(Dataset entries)
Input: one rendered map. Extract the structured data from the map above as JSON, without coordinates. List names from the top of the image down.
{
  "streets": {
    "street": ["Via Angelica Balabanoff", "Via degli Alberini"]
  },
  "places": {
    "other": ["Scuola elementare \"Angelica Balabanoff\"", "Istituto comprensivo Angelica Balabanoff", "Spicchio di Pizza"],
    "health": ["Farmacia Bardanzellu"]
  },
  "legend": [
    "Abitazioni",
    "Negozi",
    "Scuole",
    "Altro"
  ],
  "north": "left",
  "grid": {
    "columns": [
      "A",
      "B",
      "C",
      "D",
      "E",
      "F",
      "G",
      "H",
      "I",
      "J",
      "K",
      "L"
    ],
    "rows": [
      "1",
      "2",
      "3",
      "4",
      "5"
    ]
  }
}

--- How to complete this task ---
Every line of the data above should be copied exactly.

--- Task solution ---
Input: one rendered map. Extract the structured data from the map above as JSON, without coordinates. List names from the top of the image down.
{
  "streets": {
    "street": ["Via Angelica Balabanoff", "Via degli Alberini"]
  },
  "places": {
    "other": ["Scuola elementare \"Angelica Balabanoff\"", "Istituto comprensivo Angelica Balabanoff", "Spicchio di Pizza"],
    "health": ["Farmacia Bardanzellu"]
  },
  "legend": [
    "Abitazioni",
    "Negozi",
    "Scuole",
    "Altro"
  ],
  "north": "left",
  "grid": {
    "columns": [
      "A",
      "B",
      "C",
      "D",
      "E",
      "F",
      "G",
      "H",
      "I",
      "J",
      "K",
      "L"
    ],
    "rows": [
      "1",
      "2",
      "3",
      "4",
      "5"
    ]
  }
}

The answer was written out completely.